Why does Nepali society condone violence?

Cilla Khatry

Cilla Khatry

Why does Nepali society condone violence?

There is generally an eerie silence around violence until it results in a rape or murder. People would rather turn the other way and walk away than get involved in matters that don’t concern them | HBR

News of violence causes much furor. There are rallies and sit-ins, protesting against the violation of human rights and demanding the government punish the culprits immediately. As necessary as that might be to ensure justice, we should perhaps mull over the idea of violence-reduction rather than just reacting to its consequences. A good place to start, I believe, could be each one of us speaking up in situations that might trigger violence.

There is generally an eerie silence around violence until it results in a rape or murder. People would rather turn the other way and walk away than get involved in matters that don’t concern them. A public brawl will draw spectators but no one will try to stop it. We turn a blind eye to domestic violence, terming it ‘buda-budi ko jhagada’—something that must be resolved in private. We make many excuses for men’s acts of violence at home: He must have been stressed, the workload was immense and he snapped, he didn’t know what he was doing because he was drunk, being some of the most absurd yet common ones.

My next-door neighbors are raucous. The father and his two sons get into heated arguments and throw things around. The scathing language they use makes my ears bleed. My husband tells me they have always been nasty. Recently, one of the sons reportedly hit the father before leaving the house in a fit of rage. I’m sure everyone in the neighborhood stops doing whatever it is they were doing and listens in on the drama—there is never such pin-drop silence otherwise—but they all draw their curtains and shut their doors.

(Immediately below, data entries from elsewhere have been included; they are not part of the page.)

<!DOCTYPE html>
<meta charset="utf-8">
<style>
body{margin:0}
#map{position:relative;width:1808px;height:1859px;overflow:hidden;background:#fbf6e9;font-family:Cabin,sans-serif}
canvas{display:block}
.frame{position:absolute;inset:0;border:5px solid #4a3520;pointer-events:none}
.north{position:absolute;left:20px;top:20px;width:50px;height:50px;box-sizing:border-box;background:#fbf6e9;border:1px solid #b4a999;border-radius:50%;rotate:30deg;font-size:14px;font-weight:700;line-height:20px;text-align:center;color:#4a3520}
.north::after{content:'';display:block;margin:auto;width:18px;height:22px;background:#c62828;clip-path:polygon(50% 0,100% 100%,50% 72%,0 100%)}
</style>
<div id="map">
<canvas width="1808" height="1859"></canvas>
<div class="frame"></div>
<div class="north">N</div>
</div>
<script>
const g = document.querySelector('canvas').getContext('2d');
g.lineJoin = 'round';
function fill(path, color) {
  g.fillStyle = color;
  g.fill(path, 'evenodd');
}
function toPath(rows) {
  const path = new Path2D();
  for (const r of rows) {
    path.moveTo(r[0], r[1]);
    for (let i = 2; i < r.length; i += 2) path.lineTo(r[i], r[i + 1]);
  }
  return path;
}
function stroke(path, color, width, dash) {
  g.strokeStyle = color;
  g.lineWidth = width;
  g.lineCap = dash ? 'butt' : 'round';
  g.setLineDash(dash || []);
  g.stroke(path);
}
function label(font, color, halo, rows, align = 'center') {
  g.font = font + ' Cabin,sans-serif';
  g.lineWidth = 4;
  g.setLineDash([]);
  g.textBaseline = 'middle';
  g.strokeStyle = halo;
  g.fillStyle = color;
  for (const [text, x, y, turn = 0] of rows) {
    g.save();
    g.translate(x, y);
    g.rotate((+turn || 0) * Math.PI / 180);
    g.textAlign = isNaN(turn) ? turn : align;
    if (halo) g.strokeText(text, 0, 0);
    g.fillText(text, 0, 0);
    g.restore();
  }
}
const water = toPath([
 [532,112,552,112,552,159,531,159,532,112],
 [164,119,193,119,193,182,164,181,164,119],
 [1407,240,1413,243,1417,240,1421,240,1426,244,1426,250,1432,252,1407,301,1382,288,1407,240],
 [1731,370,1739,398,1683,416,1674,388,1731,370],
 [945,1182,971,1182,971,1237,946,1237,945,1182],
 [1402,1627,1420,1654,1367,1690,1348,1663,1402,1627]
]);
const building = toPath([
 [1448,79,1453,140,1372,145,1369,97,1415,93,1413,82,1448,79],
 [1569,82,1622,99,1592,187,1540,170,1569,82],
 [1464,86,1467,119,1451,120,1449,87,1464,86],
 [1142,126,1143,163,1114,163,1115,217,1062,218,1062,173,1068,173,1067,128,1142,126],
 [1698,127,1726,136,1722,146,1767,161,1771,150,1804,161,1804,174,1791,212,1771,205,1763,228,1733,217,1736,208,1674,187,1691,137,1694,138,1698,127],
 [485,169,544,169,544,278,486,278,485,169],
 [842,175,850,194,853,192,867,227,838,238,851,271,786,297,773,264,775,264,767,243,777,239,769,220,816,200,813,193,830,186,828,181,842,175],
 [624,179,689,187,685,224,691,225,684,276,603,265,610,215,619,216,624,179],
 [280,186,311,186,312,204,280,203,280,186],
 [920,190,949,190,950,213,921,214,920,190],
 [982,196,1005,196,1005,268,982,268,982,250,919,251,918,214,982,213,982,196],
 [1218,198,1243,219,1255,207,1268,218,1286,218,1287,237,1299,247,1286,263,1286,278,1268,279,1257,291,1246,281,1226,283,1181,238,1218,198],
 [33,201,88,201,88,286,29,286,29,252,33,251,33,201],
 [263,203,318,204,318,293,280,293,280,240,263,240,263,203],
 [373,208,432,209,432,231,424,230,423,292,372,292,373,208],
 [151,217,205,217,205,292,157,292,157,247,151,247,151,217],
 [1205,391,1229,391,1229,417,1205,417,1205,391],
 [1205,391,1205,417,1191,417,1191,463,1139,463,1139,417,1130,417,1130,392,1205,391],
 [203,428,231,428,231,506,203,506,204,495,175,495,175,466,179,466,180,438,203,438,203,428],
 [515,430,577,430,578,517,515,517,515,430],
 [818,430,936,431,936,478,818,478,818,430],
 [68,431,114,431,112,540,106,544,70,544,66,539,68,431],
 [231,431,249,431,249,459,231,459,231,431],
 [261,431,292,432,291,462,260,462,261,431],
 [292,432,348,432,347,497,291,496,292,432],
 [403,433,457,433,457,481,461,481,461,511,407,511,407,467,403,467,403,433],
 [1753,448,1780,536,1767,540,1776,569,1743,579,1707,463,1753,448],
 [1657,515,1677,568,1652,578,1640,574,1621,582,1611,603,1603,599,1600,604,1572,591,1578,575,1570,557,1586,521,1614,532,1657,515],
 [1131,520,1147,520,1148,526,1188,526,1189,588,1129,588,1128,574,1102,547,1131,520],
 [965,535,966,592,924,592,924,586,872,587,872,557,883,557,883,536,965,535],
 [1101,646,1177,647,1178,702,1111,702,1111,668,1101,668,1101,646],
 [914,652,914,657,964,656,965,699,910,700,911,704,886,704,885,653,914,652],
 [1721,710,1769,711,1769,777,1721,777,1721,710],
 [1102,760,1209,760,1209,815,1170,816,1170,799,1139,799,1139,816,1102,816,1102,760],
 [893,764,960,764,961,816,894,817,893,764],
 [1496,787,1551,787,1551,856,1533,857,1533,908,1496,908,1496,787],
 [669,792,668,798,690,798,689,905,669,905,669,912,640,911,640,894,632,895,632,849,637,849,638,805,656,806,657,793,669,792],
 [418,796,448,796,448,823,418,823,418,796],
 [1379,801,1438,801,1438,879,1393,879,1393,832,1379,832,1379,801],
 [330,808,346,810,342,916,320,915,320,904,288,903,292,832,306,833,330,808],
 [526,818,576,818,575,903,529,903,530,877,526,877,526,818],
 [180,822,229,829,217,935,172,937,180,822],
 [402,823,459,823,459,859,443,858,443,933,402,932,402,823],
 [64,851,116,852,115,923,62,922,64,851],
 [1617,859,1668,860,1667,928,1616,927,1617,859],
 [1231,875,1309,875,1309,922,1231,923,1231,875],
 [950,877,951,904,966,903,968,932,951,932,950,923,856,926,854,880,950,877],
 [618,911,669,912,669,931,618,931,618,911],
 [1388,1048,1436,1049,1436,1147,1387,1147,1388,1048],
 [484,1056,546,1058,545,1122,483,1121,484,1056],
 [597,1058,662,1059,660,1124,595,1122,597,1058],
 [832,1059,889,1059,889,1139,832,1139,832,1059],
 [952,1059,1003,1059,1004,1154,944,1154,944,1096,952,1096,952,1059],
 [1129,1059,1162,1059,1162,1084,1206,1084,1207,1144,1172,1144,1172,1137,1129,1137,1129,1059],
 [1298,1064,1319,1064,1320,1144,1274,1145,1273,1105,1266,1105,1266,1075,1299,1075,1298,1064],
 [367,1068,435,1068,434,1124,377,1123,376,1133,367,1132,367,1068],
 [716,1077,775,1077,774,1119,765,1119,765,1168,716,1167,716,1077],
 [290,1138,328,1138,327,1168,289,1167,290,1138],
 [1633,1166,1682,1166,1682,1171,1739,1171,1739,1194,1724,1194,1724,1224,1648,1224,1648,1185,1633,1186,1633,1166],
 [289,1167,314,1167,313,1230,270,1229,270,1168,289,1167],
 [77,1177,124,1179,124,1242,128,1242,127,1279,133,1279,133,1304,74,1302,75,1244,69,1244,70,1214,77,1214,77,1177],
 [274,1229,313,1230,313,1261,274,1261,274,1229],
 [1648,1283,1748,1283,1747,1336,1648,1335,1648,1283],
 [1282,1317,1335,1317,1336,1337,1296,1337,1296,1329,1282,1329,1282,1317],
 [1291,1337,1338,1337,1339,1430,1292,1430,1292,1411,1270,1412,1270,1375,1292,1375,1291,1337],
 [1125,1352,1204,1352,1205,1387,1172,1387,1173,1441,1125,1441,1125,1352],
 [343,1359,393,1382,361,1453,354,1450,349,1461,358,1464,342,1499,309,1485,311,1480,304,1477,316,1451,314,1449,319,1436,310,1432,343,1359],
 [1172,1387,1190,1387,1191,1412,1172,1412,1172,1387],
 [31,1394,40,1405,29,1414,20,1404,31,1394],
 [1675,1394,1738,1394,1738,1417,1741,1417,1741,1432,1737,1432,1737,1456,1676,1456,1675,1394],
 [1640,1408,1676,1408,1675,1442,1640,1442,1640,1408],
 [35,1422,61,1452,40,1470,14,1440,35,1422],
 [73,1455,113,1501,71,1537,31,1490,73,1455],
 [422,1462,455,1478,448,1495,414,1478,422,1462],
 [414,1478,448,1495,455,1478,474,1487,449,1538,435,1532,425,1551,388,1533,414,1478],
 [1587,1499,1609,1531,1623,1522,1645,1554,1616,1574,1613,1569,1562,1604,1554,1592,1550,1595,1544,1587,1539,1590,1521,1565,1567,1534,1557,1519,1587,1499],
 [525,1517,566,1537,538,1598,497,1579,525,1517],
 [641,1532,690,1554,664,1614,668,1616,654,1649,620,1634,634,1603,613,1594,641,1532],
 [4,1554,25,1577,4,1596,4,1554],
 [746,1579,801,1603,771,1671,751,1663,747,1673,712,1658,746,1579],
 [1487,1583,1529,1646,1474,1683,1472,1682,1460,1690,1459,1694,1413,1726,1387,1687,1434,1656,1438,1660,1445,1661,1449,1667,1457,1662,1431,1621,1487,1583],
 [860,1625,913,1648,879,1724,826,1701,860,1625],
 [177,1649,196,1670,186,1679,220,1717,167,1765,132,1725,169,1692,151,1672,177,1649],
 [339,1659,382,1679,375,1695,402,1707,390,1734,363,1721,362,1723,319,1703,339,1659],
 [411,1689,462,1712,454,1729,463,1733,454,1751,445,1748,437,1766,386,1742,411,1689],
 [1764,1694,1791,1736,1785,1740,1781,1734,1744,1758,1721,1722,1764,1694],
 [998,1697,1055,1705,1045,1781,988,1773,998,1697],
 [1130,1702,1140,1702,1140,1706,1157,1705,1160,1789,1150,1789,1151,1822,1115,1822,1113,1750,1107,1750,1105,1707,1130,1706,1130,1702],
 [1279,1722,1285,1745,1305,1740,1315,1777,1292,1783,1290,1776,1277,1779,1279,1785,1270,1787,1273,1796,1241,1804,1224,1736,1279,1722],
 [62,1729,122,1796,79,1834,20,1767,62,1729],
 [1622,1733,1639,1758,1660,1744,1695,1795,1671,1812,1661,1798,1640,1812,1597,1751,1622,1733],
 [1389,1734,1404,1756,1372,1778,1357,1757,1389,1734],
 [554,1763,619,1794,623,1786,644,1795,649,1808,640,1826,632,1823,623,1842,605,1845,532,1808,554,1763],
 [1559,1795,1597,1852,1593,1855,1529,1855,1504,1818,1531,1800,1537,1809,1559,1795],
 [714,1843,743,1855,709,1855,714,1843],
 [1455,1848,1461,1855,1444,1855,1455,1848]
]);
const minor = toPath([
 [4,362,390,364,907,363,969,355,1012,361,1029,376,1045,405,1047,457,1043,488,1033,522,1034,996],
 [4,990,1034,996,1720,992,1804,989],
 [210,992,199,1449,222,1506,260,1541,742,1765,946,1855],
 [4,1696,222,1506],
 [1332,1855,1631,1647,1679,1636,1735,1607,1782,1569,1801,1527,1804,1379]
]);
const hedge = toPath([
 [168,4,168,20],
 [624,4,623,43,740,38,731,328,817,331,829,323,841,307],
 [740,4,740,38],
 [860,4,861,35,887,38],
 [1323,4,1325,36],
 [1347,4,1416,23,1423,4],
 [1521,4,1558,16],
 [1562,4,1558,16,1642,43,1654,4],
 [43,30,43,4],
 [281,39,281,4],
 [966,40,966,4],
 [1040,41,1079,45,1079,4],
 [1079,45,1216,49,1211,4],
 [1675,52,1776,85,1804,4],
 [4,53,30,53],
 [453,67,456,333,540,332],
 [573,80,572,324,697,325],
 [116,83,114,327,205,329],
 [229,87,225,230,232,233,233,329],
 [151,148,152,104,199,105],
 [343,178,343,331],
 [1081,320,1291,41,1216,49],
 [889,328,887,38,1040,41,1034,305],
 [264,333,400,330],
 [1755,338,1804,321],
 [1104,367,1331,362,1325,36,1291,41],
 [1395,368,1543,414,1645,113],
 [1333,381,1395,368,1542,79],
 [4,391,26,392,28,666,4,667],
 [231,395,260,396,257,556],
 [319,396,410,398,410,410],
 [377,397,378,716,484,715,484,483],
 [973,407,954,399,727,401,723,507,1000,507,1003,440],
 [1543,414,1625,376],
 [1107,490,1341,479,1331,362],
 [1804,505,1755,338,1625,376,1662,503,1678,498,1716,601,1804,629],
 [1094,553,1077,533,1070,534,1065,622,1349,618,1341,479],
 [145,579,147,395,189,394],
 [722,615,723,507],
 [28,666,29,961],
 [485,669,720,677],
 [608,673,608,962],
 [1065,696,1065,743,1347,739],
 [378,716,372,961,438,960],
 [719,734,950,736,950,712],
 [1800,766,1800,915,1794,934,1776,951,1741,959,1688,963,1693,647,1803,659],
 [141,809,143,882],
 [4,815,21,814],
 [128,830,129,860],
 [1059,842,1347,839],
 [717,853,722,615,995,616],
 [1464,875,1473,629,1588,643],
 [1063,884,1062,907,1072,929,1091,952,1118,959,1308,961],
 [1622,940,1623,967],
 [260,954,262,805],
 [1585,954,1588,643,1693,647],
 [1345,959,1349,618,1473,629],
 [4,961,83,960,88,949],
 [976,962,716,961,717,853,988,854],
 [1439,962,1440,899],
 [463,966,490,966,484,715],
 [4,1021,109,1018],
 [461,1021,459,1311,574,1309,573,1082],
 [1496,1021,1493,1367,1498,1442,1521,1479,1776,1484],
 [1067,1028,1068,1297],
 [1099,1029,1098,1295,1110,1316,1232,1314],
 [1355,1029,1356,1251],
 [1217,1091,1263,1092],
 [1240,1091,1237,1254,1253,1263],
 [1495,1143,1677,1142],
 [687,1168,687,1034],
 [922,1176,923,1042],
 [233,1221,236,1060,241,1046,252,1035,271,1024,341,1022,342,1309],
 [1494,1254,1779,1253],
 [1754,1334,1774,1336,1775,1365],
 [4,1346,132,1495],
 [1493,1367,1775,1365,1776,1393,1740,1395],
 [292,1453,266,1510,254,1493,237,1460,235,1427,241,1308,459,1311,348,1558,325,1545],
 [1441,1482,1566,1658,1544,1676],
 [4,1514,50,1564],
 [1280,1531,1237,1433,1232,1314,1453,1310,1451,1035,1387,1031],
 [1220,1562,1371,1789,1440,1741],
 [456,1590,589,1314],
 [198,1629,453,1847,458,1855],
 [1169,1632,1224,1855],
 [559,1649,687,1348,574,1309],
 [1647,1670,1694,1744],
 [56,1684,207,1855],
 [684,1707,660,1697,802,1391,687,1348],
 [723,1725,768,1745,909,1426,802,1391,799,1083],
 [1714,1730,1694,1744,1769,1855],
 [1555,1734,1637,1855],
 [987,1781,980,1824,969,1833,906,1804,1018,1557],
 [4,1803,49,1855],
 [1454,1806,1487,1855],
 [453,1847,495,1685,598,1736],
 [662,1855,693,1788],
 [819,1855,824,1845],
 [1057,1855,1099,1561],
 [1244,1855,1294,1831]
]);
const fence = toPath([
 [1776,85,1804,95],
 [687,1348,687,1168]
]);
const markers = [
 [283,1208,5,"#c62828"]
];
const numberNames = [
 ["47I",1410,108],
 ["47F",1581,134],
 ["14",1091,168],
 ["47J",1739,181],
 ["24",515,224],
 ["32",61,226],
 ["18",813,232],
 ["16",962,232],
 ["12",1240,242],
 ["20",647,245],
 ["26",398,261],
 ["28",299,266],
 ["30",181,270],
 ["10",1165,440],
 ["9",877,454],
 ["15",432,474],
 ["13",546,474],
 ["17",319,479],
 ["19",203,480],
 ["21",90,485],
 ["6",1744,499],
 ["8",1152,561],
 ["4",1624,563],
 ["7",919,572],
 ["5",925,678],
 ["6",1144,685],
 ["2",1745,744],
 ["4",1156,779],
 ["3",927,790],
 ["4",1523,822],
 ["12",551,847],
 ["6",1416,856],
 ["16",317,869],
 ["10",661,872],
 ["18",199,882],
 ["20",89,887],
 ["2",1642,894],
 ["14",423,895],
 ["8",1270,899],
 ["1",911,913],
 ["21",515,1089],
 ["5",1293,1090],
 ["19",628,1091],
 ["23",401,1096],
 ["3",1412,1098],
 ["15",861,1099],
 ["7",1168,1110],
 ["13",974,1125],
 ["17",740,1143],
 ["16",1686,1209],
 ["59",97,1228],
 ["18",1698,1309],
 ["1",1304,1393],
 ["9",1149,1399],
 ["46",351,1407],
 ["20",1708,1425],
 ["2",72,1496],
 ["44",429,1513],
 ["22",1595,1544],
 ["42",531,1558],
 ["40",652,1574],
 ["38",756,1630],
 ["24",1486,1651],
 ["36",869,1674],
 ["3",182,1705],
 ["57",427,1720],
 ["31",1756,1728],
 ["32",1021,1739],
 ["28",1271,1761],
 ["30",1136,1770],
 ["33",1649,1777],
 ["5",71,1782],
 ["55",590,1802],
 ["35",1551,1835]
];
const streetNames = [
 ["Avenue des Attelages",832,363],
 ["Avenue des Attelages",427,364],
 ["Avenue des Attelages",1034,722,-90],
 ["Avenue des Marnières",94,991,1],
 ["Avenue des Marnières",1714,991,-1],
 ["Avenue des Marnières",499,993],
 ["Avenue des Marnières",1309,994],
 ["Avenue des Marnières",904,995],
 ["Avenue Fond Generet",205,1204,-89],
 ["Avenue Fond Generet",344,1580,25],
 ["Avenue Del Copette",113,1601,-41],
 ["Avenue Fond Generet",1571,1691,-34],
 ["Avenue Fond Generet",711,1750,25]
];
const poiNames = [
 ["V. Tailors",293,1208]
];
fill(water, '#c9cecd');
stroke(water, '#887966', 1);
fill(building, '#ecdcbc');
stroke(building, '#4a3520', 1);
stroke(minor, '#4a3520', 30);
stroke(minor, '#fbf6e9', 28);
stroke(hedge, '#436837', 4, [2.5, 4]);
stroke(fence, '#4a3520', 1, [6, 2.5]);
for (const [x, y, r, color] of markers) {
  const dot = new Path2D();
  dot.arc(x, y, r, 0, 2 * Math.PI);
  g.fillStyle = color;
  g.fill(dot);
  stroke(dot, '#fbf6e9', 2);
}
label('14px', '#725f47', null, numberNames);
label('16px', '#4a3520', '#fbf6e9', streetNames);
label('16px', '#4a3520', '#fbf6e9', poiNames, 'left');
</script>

While it’s important to be mindful of people’s boundaries, maybe a simple ‘what’s wrong?’ might make these men more conscious of their actions. I think no one, not even the neighbors across the street whom they are super chummy with, ever inquiring about the hullabaloo they create has made them bolder. Their fights have gotten worse and they go on for longer.   

Advocate Ishan Raj Onta says intervening is a personal choice and there is no right or wrong. However, as a part of a society that is actively changing, it might be necessary to not let things slide as personal matters in order to stop them from spiraling out of control. Two years ago, Jenny Khadka’s husband threw acid at her because, having had enough of his abuses, she had run away from him. The incident occurred in Kalopul in Kathmandu where her family had been living for years. “There were many people around when my ex-husband was threatening to throw acid at me. Nobody said a word. They just gawked or hurried away. And most of them knew me and my family,” says Jenny.

She says she wished someone would say something. She believes it would have deterred him. The fact that no one spoke gave him courage and made him feel he could get away with it. Jenny suffered 20 percent burns and spent two months at hospital where she underwent nine surgeries. Her story makes me shudder every time I think about it. After Jenny was attacked, no one came to her rescue. It was only after a while that two people helped her: A man gave her a bottle of water to pour over the skin that acid was eating away and a lady passing by on a scooter stopped to see why she was yelling and made arrangements to take her to the hospital. Till then, it was all whispers and surreptitious glances. No one called the ambulance or the police. People watched while she screamed in pain. Doesn’t apathy make us equally guilty of a crime?

Onta says all it takes is for one person to break the silence and more voices will join in. The chain reaction is immense and impactful, he says. He shares a simple incident, as an example. Recently, on the airplane shuttle he was on he saw someone toss a food wrapper on the floor. He could feel many people stiffen but no one said a word. Onta decided to speak up and told the man to pick up his trash. At least five more people supported him. “There will be others like you who will eventually speak up. People tend to hesitate. Someone needs to start and that creates a ripple effect,” he says.

Every society has conflicts, he adds, but how we deal with them is an indicator of how far we have come. Conflict, he says, is a result of low tolerance and little interaction. It can be dealt with in a civilized way, without leading to violence, if people engage in constructive dialogue. But, according to psychologist Minakshi Rana, it’s people’s inability to accept views contrary to their own that prevents effective communication.

Rana adds that ours is a shy society that prefers to keep violence hidden rather than confront it. But that, she says, is a harmful practice. If we let it go on, the anger that simmers underneath will eventually boil over. Talking about my neighbors, the psychologist says the animosity that’s there in the family might spill over elsewhere. Studies have shown that the longer a situation is allowed to escalate the greater the risk that it will result in aggressive behavior and violence.

However, intervening doesn’t necessarily mean self-involvement, as in physically trying to break up the altercation. Onta says you should assess the risk before getting involved, lest you make matters worse. But you can call the police and report the incident. Rana says she has done that quite a few times. Recently, she saw a man beat up a woman in her locality and promptly dialed 100. Actions like these can prevent circumstances from worsening and nip violence in the bud.

We tend to hold the government accountable for everything that happens in our society. And while plans and policies are imperative long-term solutions, individual action is just as essential and could be the key in mitigating violence.